OML-Team / open-metric-learning

Metric learning and retrieval pipelines, models and zoo.
https://open-metric-learning.readthedocs.io/en/latest/index.html
Apache License 2.0
890 stars 61 forks source link

Reasoning behind deleting ResnetExtractor weights for state_dict layer4 #610

Closed Harshagarwal19 closed 4 months ago

Harshagarwal19 commented 5 months ago

Hello, Thanks for the amazing work! I have a question regarding the reason behind removing the pre-trained weights for layer4 in ResnetExtractor.

https://github.com/OML-Team/open-metric-learning/blob/main/oml/models/resnet/extractor.py#L129

        state_dict = remove_prefix_from_state_dict(state_dict, "layer4.")  # type: ignore

Can you elaborate why the parameters for layer4 are removed?

AlekseySh commented 5 months ago

@Harshagarwal19 Thank you! There is a misunderstanding, we don't remove the layer :) We just remove a prefix in the keys of the state dict, so the content remains the same.

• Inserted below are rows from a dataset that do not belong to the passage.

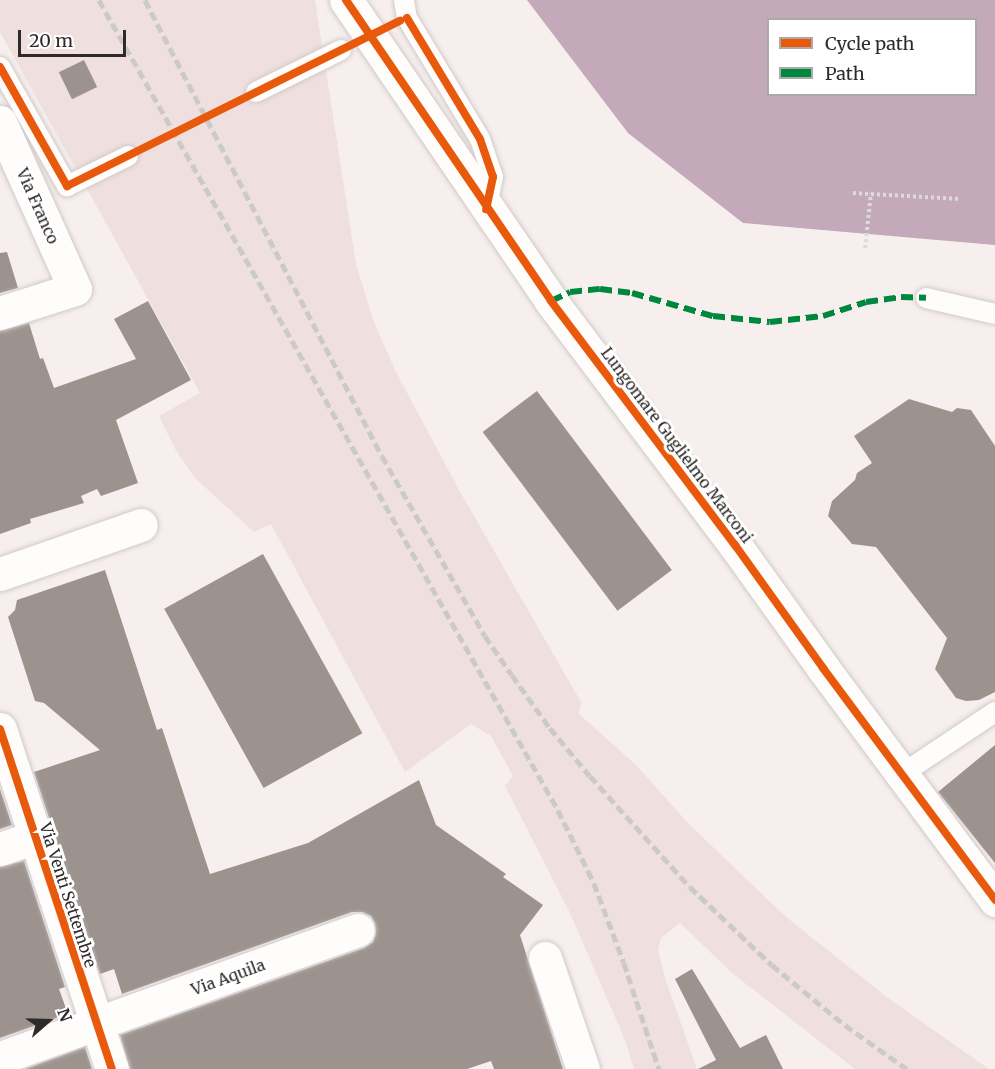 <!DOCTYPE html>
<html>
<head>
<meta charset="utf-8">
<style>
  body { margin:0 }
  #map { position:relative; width:995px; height:1069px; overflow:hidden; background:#f6efee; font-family:Merriweather,serif }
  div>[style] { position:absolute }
  .built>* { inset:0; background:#efe0df }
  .water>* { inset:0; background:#c3a9b9 }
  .building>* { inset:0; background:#9c938f; transform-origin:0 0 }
  .path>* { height:4px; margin-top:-2px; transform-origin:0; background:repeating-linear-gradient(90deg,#dcdada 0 3px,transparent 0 6px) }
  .roads { filter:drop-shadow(0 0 2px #d0cac9) drop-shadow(0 0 2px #d0cac9) }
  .lane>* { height:20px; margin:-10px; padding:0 10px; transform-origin:10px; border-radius:10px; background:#fefdfc }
  .street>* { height:33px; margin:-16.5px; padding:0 16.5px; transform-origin:16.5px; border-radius:16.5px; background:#fefdfc }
  .secondary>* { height:33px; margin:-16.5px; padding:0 16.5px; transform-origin:16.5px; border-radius:16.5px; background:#fefdfc }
  .rail>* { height:4.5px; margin-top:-2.25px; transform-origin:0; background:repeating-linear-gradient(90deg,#cccac9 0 9px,transparent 0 13.5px) }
  .quiet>* { height:6px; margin-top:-3px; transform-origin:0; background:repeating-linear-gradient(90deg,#00873e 0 12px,transparent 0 18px) }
  .cycleway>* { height:8px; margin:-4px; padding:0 4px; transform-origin:4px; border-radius:4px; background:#e8590c }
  span { translate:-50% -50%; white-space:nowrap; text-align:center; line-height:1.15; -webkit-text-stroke:6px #fff; paint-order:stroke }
  .street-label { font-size:16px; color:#2e2a29 }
  .legend { position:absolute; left:767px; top:18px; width:210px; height:78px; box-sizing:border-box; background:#fff; border:2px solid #abaaa9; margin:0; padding:8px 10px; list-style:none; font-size:18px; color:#2e2a29 }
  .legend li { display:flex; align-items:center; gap:12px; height:30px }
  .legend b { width:30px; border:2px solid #abaaa9 }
  .north { position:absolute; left:18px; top:991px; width:60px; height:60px; -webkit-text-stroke:4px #fff; paint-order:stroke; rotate:70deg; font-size:16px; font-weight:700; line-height:24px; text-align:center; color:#2e2a29 }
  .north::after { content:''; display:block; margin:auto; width:21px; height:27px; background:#2e2a29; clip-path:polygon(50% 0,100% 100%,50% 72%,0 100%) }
  .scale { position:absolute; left:18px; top:30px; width:108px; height:27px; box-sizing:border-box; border:3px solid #2e2a29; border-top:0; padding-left:8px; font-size:18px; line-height:21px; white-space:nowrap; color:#2e2a29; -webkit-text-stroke:4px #fff; paint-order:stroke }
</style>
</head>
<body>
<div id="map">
  <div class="built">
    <i style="clip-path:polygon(0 0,315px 0,356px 264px,374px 322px,396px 372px,459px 490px,581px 702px,579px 714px,636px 765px,688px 823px,786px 917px,888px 998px,989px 1069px,855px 1069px,732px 973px,680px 923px,661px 938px,658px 950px,665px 978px,697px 1069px,634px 1069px,625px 1040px,570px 913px,505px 786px,513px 776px,491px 736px,471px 724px,405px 772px,271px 524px,254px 532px,195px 478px,175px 449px,159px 416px,200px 393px,0 32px)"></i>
  </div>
  <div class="water">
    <i style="clip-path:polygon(evenodd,527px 0,995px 0,995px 245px,743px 223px,628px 133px,527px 0,768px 20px,976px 20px,976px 94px,768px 94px,768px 20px)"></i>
  </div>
  <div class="building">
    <i style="left:84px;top:60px;width:30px;height:28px;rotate:64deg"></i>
    <i style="clip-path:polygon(7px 252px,18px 288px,0 293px,0 253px)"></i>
    <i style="clip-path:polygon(148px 301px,191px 380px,116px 420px,138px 483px,101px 496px,97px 489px,81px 496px,84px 503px,30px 519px,31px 523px,0 534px,0 331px,29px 323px,40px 359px,43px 358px,54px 388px,136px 359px,114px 319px)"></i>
    <i style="left:537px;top:391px;width:224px;height:68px;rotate:53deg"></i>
    <i style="clip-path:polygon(909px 399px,952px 412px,957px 408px,971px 410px,995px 446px,995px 692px,979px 700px,966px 701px,956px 698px,935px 669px,947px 638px,876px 547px,852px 544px,828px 516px,832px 501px,855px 480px,857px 473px,872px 463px,854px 436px)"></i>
    <i style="left:263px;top:554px;width:205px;height:113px;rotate:61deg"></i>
    <i style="clip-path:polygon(105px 570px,157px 730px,162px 728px,210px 874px,308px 843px,419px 780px,436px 825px,506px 874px,503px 877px,543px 905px,520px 935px,563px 1069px,494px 1069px,491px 1061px,467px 1069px,130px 1069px,120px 1035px,364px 948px,373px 942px,376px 933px,375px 923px,371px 916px,362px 912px,352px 912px,122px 994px,114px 969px,100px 974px,34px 772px,100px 750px,44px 703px,35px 701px,8px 617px,15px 610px,17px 600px)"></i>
    <i style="clip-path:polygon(995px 745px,995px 863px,938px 792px)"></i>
    <i style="clip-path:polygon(0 789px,12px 825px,0 829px)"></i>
    <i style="clip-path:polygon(24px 861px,65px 987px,59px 989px,68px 1014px,0 1038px,0 867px)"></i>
    <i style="clip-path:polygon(692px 969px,740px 1048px,766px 1035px,783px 1069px,698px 1069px,716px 1060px,675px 979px)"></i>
    <i style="clip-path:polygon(85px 1047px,92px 1069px,25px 1069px)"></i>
  </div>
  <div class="path">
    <i style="left:853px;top:193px;width:108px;rotate:3.2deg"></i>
    <i style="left:865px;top:248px;width:55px;rotate:-83.8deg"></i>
  </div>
  <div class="roads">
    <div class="lane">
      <i style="left:404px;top:0;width:18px;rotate:81deg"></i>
      <i style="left:407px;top:18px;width:141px;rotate:58.9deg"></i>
      <i style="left:480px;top:139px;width:40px;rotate:71.1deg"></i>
      <i style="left:493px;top:177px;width:33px;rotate:102deg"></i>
      <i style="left:0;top:67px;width:137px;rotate:60.6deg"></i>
      <i style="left:67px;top:186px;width:68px;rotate:-26.2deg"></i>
      <i style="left:256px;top:92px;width:95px;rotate:-26.3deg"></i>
      <i style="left:926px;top:298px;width:71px;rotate:13.1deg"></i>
      <i style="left:902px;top:774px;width:112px;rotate:-33.7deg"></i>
    </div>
    <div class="street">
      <i style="left:0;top:122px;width:183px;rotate:65.8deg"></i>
      <i style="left:75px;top:289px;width:79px;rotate:162.3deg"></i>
      <i style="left:0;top:574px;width:149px;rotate:-19.2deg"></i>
      <i style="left:0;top:849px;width:37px;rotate:-19deg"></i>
      <i style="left:545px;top:958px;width:117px;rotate:71.1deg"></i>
      <i style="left:0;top:1058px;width:380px;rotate:-19.7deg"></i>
    </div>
    <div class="secondary">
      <i style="left:346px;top:0;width:364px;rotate:55.7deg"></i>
      <i style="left:551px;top:301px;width:306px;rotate:53deg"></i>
      <i style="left:735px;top:545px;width:151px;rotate:54.4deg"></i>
      <i style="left:823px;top:668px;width:289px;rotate:53.4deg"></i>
      <i style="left:0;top:729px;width:358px;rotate:71.8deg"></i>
    </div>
  </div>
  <div class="rail">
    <i style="left:99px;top:0;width:931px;rotate:60.46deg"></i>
    <i style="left:558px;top:810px;width:81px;rotate:63.7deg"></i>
    <i style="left:594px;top:883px;width:85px;rotate:69.4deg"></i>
    <i style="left:624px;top:963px;width:112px;rotate:71.7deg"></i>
    <i style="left:145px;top:0;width:514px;rotate:62.54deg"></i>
    <i style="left:382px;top:456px;width:207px;rotate:60.2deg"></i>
    <i style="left:485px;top:636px;width:47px;rotate:55.3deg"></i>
    <i style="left:512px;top:675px;width:65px;rotate:54.4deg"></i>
    <i style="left:550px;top:728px;width:62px;rotate:50.2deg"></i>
    <i style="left:590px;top:776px;width:149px;rotate:48deg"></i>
    <i style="left:690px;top:887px;width:113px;rotate:43.6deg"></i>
    <i style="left:772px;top:965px;width:94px;rotate:39.4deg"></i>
    <i style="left:845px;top:1025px;width:76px;rotate:35.4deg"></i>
  </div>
  <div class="quiet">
    <i style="left:551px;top:301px;width:21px;rotate:-25deg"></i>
    <i style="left:570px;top:292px;width:30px;rotate:-6deg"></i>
    <i style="left:600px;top:289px;width:32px;rotate:7deg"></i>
    <i style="left:632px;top:293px;width:84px;rotate:15.9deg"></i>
    <i style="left:713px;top:316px;width:57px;rotate:6deg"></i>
    <i style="left:770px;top:322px;width:53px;rotate:-6.5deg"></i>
    <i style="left:823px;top:316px;width:45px;rotate:-18deg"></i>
    <i style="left:866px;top:302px;width:35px;rotate:-8deg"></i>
    <i style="left:901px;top:297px;width:25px;rotate:2deg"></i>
  </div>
  <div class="cycleway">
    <i style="left:346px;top:0;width:364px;rotate:55.7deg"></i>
    <i style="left:551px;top:301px;width:306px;rotate:53deg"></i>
    <i style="left:735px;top:545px;width:151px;rotate:54.4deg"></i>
    <i style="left:823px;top:668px;width:289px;rotate:53.4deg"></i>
    <i style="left:407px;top:18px;width:141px;rotate:58.9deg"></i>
    <i style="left:480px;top:139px;width:40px;rotate:71.1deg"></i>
    <i style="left:493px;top:177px;width:33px;rotate:102deg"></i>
    <i style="left:0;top:67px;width:137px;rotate:60.6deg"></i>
    <i style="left:67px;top:186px;width:372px;rotate:-26.4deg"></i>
    <i style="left:0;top:729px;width:358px;rotate:71.8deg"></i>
  </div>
  <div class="street-label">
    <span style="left:38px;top:206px;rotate:66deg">Via Franco</span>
    <span style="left:677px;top:445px;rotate:53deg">Lungomare Guglielmo Marconi</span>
    <span style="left:68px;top:895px;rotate:72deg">Via Venti Settembre</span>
    <span style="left:228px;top:977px;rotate:-20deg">Via Aquila</span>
  </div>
  <ul class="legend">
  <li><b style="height:8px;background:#e8590c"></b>Cycle path</li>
  <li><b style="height:8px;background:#00873e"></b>Path</li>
  </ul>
  <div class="north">N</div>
  <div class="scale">20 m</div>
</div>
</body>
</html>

Check it out: https://github.com/OML-Team/open-metric-learning/blob/bbf3562bb217b8cca863a283d3b88eee51b0d4f9/tests/test_oml/test_models/test_utils.py#L4

Harshagarwal19 commented 5 months ago

Got it! In that case it seems like an exception handling? So that state_dict keys matches the model weight names... Can you point out an instance where this is actually needed? Because I checked for resnet50 case, it seems to have no effect.

AlekseySh commented 5 months ago

it seems to have no effect.

That's expected in most of the cases, but when you train your model in DDP the prefix "model." will be added automatically. So, you will have problems when you try to load your model outside of DDP.

Another example: you may train your model as a part of bigger model, for example, you could have image and text encoders, but if you only need image encoder it also makes sense to remove the shared prefix if any.

Harshagarwal19 commented 4 months ago

Makes sense! Thanks a lot for your explanation.

AlekseySh commented 4 months ago

You are welcome.